Selanjutnya istilah mu’jizat[35]—walaupun dengan redaksi yang berbeda—umumnya didefinisikan sebagai “sesuatu yang luar biasa yang diperlihatkan oleh Allah melalui para nabi dan rasul-Nya sebagai bukti atas kebenaran pengakuan kenabian atau kerasulan itu”. Sementara itu ada kalangan—seperti al-Zarqani—yang menterjemahkan mu’jizat sebagai “sesuatu yang melemahkan manusia atau makhluk lainnya, baik secara individu maupun kolektif, untuk mendatangkan sesuatu yang lain yang serupa dengan mu’jizat tersebut”. Sedangkan al-Suyuthi memberikan arti mu’jizat sebagai perkara luar biasa yang disertai tantangan dan tidak ada yang sanggup menjawab tantangan tersebut.

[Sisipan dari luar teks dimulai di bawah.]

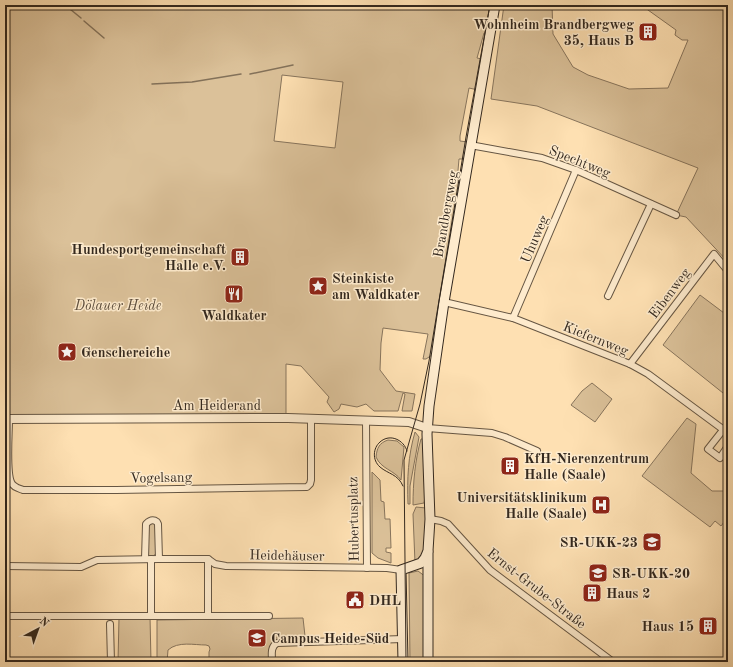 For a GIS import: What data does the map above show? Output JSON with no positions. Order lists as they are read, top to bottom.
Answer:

Jika pengertian-pengertian di atas dapat dikompromikan, maka berturut-turut, hal-hal yang terkandung dalam lingkaran pengertian mu’jizat adalah: (1) mu’jizat itu sendiri merupakan perkara yang luar biasa, sifatnya yang luar biasa ini dapat dimaklumi, karena memang ia berasal dari Yang Maha luar biasa; (2) mu’jizat itu diberikan kepada para nabi atau rasul, dimaksudkan sebagai pembenaran atas risalah yang dibawanya; (3) mu’jizat juga dimaksudkan sebagai tantangan kepada para pengingkar kenabian atau kerasulan, sekaligus terhadap risalah yang dibawanya; dan (4) mu’jizat itu akan menang ketika ia berhadapan dengan penantangnya.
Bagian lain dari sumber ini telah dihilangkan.